The meal bounced back in roaring fashion with this cooked fish preparation. The waiter called it sea perch - on Google, it also seems to go by "yellow stripe ruby snapper." In any case, this was by far one of the best fish dishes I've had in a very long time... it was like a twist on the ubiquitous miso-glazed black cod, stepped up 23 notches and pumped full of banned performance-enhancing BALCO steroids. The meat was moist, tender, and pretty much perfect, while the crunchy fried rice crust provided a textural contrast for each bite. Simply delicious.
This was a spin on nikujaga, which according to Wikipedia is a humble winter stew of sliced beef and potatoes. I've never tried it, but this version seems to be a daring departure, eschewing boiled potatoes for shoestrings, and using beautifully marbled Wagyu. Mixing this whole thing together, the potatoes added crunch to the melt-in-your mouth beef. The beef seemed to be lightly stewed (or maybe, lightly sous-vided), but never grilled. Very tasty.
I should mention that the dish looks small in the photo, but actually contained 3 generous slices of beef.
A fancier version of the traditional white rice + pickles end to the Japanese meal. The unagi don was more like unagi fried rice - the chunks of eel were fried crispy on the outside, and still very tender on the inside. The rice had the char of a hot wok.
When the waiter offered an extra noodle dish, I of course could not decline. This buckwheat soba was freshly made that day by Yamamoto's sous-chef. Sudachi is a small green Japanese citrus, which provided a zesty kick. The texture of the noodles was full of bounce and body, a stark contrast to the lifeless soba found in the US.
At this point, I had a brain fart and forgot to take a picture of the palate cleanser. It was a refreshing sudachi sorbet served with a few pieces of snow pear.
The baked chestnut cake seems to be another RyuGin standby. It was served on a glass plaque-style plate, backed with a decorative picture beneath it. Apparently the plate they use varies with the seasons, but always uses the chestnut cake as a visually-striking representation of the moon. The cake itself was pretty good, with a subtle but not overwhelming chestnut flavor.
This gelatinous version of the traditional red bean cake was incredibly smooth and light. Red bean is not my favorite dessert ingredient, but this had none of the "sandyness" I often find with red beans.

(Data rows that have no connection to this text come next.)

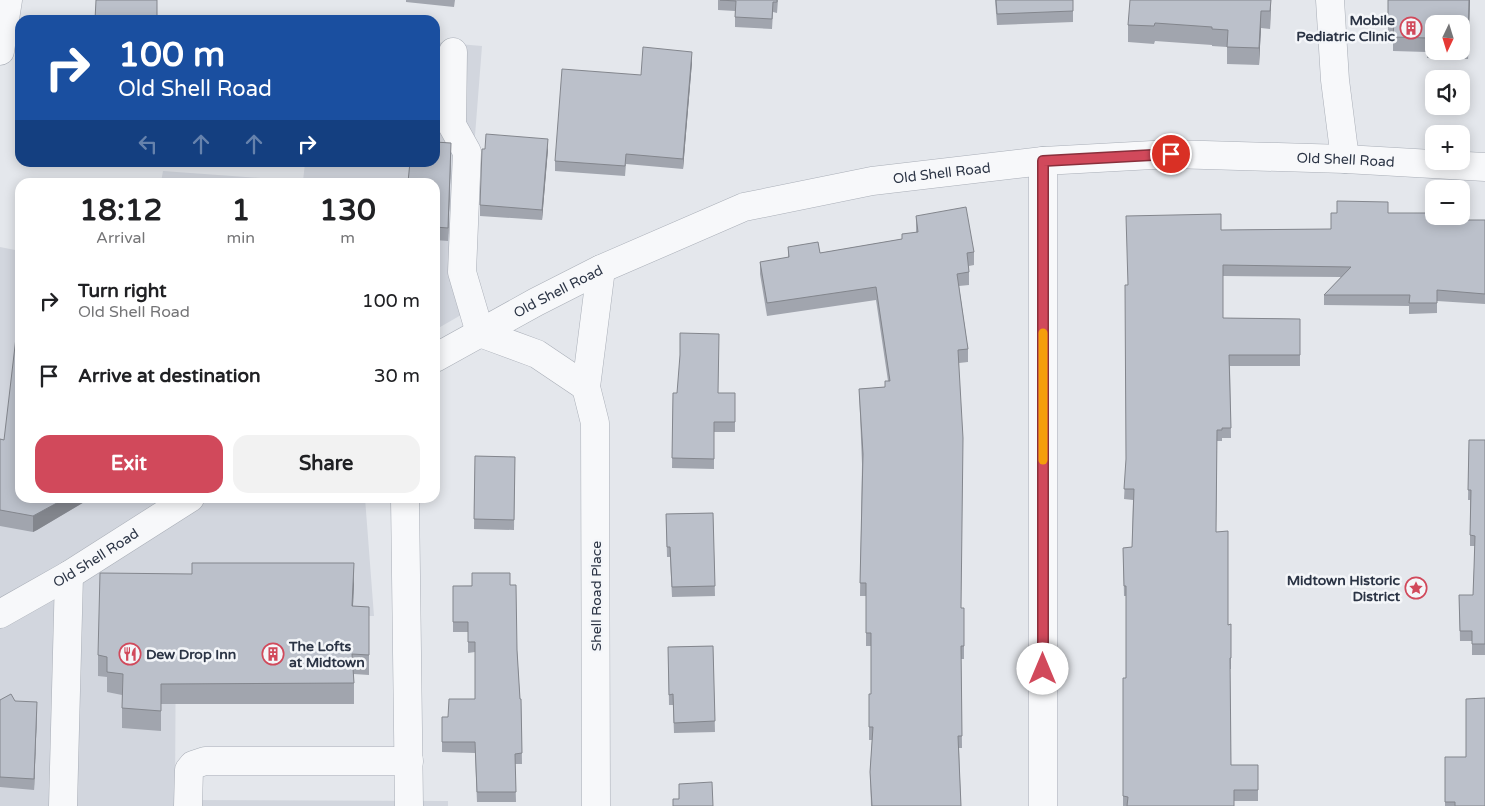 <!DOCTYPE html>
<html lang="en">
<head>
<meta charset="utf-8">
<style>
	:root { --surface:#fff; --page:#f2f2f2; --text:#202124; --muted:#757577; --accent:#d1495b }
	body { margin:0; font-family:"Varela Round",sans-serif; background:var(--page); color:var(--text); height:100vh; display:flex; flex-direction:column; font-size:19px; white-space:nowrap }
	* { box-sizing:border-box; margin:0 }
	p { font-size:16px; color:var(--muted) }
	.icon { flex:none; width:28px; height:28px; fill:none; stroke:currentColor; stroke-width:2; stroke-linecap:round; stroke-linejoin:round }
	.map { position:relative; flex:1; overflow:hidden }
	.details { position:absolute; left:15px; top:178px; width:425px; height:325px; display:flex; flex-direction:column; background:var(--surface); border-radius:15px; box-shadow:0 2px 12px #0003 }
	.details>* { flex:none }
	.hud { position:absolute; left:15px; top:15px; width:425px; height:152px; border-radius:15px; box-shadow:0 2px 12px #0003; background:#1a4fa0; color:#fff; overflow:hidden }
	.needle { width:32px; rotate:184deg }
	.buttons { position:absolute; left:1425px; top:15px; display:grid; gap:10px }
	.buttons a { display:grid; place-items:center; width:45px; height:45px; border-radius:10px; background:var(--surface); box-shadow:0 2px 12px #0003; font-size:25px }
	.pin { position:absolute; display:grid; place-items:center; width:42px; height:42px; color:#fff; margin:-21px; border:2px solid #fff; border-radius:50%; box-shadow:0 1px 5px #0007 }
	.me { position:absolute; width:55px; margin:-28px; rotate:0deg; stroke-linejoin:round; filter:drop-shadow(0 0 4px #0008) }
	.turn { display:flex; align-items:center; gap:18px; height:105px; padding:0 20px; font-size:22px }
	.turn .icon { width:65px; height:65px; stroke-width:2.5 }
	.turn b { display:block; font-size:35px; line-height:42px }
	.lanes { display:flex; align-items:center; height:48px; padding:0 20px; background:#0003; justify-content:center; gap:25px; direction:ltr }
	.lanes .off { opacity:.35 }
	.eta { display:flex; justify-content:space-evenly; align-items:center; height:85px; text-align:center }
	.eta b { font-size:30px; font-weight:700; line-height:35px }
	.button { display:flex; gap:10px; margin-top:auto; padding:10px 20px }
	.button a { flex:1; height:58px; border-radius:15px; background:var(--accent); color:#fff; font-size:20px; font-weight:700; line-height:58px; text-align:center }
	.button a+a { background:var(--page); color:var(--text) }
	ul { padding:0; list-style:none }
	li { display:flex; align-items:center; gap:15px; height:75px; padding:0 20px }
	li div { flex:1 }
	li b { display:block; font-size:19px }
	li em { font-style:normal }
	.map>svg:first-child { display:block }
	.built { fill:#d2d6de }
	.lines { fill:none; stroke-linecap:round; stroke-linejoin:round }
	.minor-casing { stroke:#a9aeb7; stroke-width:29 }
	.minor { stroke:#f7f8fa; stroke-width:28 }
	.wall { fill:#a1a5ae; fill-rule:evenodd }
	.shaded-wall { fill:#83868d }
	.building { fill:#bbc0ca; stroke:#83868d }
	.route-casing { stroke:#882f3b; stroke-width:12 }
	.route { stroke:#d1495b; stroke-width:9 }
	.slow { stroke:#f59e0b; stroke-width:9 }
	.labels { text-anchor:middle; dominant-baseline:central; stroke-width:5; stroke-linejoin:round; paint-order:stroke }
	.poi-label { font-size:14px; font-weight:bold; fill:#2b3445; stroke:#f4f6f9; text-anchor:end }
	.street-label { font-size:14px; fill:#2b3445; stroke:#f4f6f9 }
</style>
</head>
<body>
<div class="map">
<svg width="1485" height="806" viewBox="0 0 1485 806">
	<rect width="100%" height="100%" fill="#e4e7ec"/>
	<g class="built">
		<path d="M435,42L482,46L461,315L435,330V182H161L163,171L303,181L305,163L435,162Z"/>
		<path d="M0,247L20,251V498H365L374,616H176L175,800L448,801V806H0Z"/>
	</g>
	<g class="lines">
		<g class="minor-casing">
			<g id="minor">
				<path d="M1330,0L1335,80L1345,159"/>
				<path d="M0,51L8,0"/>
				<path d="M453,52L452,125L467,152L462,272L480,333L537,354L586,387"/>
				<path d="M1043,161V806"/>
				<path id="s1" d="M435,358L536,302L601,269L744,207L872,181L1043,161L1171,154L1345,159L1485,167"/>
				<path d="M405,498L409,806"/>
				<path id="s2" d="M0,614L69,575L190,498"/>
				<path d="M63,806L69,575"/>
				<path d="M188,806L189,770L193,765L205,761H409"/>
				<path d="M596,806L595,423L586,387L601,269"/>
			</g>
		</g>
		<use href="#minor" class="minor"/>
	</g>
	<g class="wall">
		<path d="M406,0H455L454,7L406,2Z"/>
		<path d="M718,0H778L777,13L773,12L772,29L735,27V11L718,10Z"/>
		<path d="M995,0H1073V22L997,25Z"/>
		<path d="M1271,0L1270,29L1261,28L1259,65L1227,64V47L1212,46V45L1155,41L1154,44L1128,42V25Z"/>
		<path d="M1470,0L1468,59L1427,58V52L1393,51V37H1388V23ZM1434,24H1461V51H1434Z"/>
		<path d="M692,62L683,169L626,164L625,176L555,171V161L641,75Z"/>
		<path d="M485,149H548L542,220L480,216V205Z"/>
		<path d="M451,156L448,241L435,240V182Z"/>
		<path d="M1388,213L1459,220H1485V304L1437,301V313L1409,314V306L1324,305V295L1341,277L1223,276V318L1300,319V366H1230L1231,438H1222V441H1217L1216,532L1228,625L1231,658V669H1230L1231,765H1258V801H1234V806H1123V678H1126V596H1124L1123,548L1132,547L1133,500L1124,499L1126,461L1221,230L1331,229Z"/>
		<path d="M916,216L974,252V265L969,266V285L959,286L968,349V362L959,363L961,608H964V659H961L962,748H959L961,806H871L870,772L872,740H869V707L871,694V646H866V596H860L862,464L859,389L885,387V381H888L876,300L767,316L760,274V262L788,258V247L820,253L902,239V234L916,233Z"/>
		<path d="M673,393H735V432H714V469L672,468Z"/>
		<path d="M0,439L4,440L91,498L37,530L33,532L0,526Z"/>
		<path d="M1469,440H1485V655H1472V641H1460L1459,595H1473L1474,568L1475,546H1470V500H1468Z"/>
		<path d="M475,456L515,457L514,530L474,529Z"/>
		<path d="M713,513L715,596L672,597L670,557H667L666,514Z"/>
		<path d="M354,583L353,606L369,607V675L354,674V704H161V731L122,728V695L107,692V677L98,676V655Z"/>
		<path d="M510,585L517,650L520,699H521L522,764H515L516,802H477L475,753L442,752V717H448L475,699V652L468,653V632H453V586Z"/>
		<path d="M713,646L715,732L674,733L673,705H669L668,647Z"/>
		<path d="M0,700L15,701L37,712L34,790L0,787Z"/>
		<path d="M1445,757H1466L1485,806H1445Z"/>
	</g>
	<g class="shaded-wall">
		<path d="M1271,0L1270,29V11Z"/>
		<path d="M1469,0H1470L1468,59V45Z"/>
		<path d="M1261,11V28L1259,65V48Z"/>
		<path d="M692,52V62L683,169V159Z"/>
		<path d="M548,139V149L542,220V210Z"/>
		<path d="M451,143V156L448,241V228Z"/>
		<path d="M66,498H91L37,530L33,532V516Z"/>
		<path d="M354,563V583L352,626V606Z"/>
		<path d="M37,702V712L34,790V779Z"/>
	</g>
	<g class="building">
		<path d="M96,0H157V20H95Z"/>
		<path d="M720,0H777V2H773L772,19L735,17L736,1Z"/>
		<path d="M996,0H1073V11L997,14Z"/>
		<path d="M1130,0H1271L1270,11H1261L1259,48L1227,47L1228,30L1212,29V27L1155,23L1154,26L1128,25Z"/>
		<path d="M1388,0H1469L1468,45L1461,44V24H1434V43H1427V38L1393,37L1394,22L1388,23Z"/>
		<path d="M643,47L692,52L683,159L626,154L625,166L555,161L562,69L641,75Z"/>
		<path d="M486,134L548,139L542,210L480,205L482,149H485Z"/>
		<path d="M435,142L451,143L448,228L435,227V182H408L410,162H435Z"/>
		<path d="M335,180L363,182H335Z"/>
		<path d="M1337,201L1388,202V213H1434V216H1459V220H1485V294L1437,290V303H1409L1410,295H1324L1351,267L1223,265V318L1300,319V355H1229L1231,428H1222V430H1217L1216,532L1228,531V625L1231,624V658H1230L1231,765H1258V790H1234V806H1127L1128,797L1123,796V678H1126V586H1124L1123,548L1132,547L1134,489H1124L1126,459L1125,285H1128L1126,216L1221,214V230L1331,229V213H1337Z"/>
		<path d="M966,207L974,252L967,253L969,272L957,274L968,349L958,350L963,438L961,608H964V646H961L962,736H958L961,806H872L870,772L873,727H869V694H871V633H866V583H860L863,454L859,389L885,387V381H890L876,287L767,303L760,262L789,257L788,247L818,242L820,253L902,239V234L918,232L916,216Z"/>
		<path d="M17,329H20V498H66L33,516L0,510V439L4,440Z"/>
		<path d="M680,333L719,334L718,393H735V422H714V459L672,458L673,393H677L680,355Z"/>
		<path d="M1469,440H1485V644H1472V631H1460L1459,595H1473L1474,568L1475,536L1470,535L1471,490H1468Z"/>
		<path d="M475,456L515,457L514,520L474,519Z"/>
		<path d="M713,513L715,586L672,587L670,547H667L666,514Z"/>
		<path d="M192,563H354L352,606L369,607V655L352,654L354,683L161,684V711L122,708L123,674L107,672V657L98,655L100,573L192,574Z"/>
		<path d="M472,573H510V585H516L517,650L520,699H521L522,753L515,754L516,792H477L475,742H442V717H448L449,699H475V642H468V622H453V586H472Z"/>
		<path d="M713,646L715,721L674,723L673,694L669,695L668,647Z"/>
		<path d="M11,694L15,701L37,702L34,779L0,777V700Z"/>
		<path d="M1485,698V806H1455V802H1445V757H1466V699Z"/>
		<path d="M712,782L713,806H673V799H679V784Z"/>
	</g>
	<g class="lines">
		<g class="route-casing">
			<path id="route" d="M1043,669V161L1171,154"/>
		</g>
		<use href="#route" class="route"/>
		<path class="slow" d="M1043,333V460"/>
	</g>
	<defs>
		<g id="building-ring" transform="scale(1.125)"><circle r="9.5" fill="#f4f6f9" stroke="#d1495b" stroke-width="1.5"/><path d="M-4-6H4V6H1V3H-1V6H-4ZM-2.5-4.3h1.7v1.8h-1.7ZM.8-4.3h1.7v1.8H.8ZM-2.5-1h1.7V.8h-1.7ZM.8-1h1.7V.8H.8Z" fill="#d1495b"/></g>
		<g id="sight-ring" transform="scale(1.125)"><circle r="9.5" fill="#f4f6f9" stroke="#d1495b" stroke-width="1.5"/><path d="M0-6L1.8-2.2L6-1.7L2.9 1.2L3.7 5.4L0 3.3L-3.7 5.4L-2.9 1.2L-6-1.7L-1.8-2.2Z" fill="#d1495b"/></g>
		<g id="restaurant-ring" transform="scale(1.125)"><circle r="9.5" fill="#f4f6f9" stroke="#d1495b" stroke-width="1.5"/><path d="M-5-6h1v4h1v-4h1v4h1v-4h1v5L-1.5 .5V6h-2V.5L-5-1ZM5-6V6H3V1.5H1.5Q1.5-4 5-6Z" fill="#d1495b"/></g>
	</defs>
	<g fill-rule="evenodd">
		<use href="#building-ring" x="1411" y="28"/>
		<use href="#sight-ring" x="1416" y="588"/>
		<use href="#restaurant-ring" x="130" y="654"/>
		<use href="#building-ring" x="273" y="654"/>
	</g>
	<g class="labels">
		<g class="poi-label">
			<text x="1395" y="20">Mobile<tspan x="1395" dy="16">Pediatric Clinic</tspan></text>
			<text x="1400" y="580">Midtown Historic<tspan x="1400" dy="16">District</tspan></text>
			<text x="289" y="646" text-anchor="start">The Lofts<tspan x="289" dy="16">at Midtown</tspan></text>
			<text x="146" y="654" text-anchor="start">Dew Drop Inn</text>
		</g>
		<g class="street-label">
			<text stroke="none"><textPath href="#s1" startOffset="950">Old Shell Road</textPath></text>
			<text stroke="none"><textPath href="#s1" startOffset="545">Old Shell Road</textPath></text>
			<text stroke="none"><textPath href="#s1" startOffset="140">Old Shell Road</textPath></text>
			<text stroke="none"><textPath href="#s2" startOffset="111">Old Shell Road</textPath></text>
			<text transform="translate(596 596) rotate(-90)">Shell Road Place</text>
		</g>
	</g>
</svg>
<div class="buttons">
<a><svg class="needle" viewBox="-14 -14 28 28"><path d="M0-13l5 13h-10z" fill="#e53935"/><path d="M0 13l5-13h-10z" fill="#757577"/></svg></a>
<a><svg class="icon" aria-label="sound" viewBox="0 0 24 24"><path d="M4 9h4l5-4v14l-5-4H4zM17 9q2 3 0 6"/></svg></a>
<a>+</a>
<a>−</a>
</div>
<div class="pin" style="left:1171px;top:154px;background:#d93025"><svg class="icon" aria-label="arrive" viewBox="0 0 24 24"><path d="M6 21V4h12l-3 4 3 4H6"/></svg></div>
<svg class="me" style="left:1043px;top:669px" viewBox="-20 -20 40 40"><circle r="19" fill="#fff"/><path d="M0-13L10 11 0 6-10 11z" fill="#d1495b"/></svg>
<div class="hud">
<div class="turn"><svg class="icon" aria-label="right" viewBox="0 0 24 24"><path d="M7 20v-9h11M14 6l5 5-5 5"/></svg><div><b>100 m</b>Old Shell Road</div></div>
<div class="lanes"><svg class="icon off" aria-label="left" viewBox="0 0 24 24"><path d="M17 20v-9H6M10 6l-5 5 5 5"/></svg><svg class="icon off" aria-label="ahead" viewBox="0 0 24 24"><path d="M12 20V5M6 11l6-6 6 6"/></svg><svg class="icon off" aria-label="ahead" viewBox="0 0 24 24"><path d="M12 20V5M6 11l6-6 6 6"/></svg><svg class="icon" aria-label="right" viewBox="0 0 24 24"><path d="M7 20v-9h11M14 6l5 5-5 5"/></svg></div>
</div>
<section class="details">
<div class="eta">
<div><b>18:12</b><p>Arrival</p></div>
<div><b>1</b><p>min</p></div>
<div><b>130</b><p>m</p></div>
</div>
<ul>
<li><svg class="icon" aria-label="right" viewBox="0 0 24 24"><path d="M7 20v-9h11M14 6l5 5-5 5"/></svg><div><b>Turn right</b><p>Old Shell Road</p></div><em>100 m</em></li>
<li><svg class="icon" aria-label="arrive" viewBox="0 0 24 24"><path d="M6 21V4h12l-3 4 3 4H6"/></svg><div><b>Arrive at destination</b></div><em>30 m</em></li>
</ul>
<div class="button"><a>Exit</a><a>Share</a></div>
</section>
</div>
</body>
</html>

In the end, I was very happy with our meal at RyuGin. It was truly an experience unlike any I've had before. Yamamoto-san created new, groundbreaking combinations of ingredients and flavors in some dishes while reaching back to and modernizing tradition in others. Most importantly, the food was all really, really good. The place is getting a ton of buzz, and deservedly so. As Chuck said in his review, I think we'll be hearing a lot more about RyuGin in the coming years as it pushes for a third Michelin star.
And while the style is decidedly contemporary, Yamamoto-san certainly paid attention to Japanese traditions. As we left the building, the chef and 2 staff members appeared to lead us out and say a final goodbye. They stayed in front of the doorway, all bowing and waving good bye as we walked down the alley. We kept turning back to look and they kept waving, until we got to the main street and could no longer see the restaurant. You've gotta love that kind of hospitality.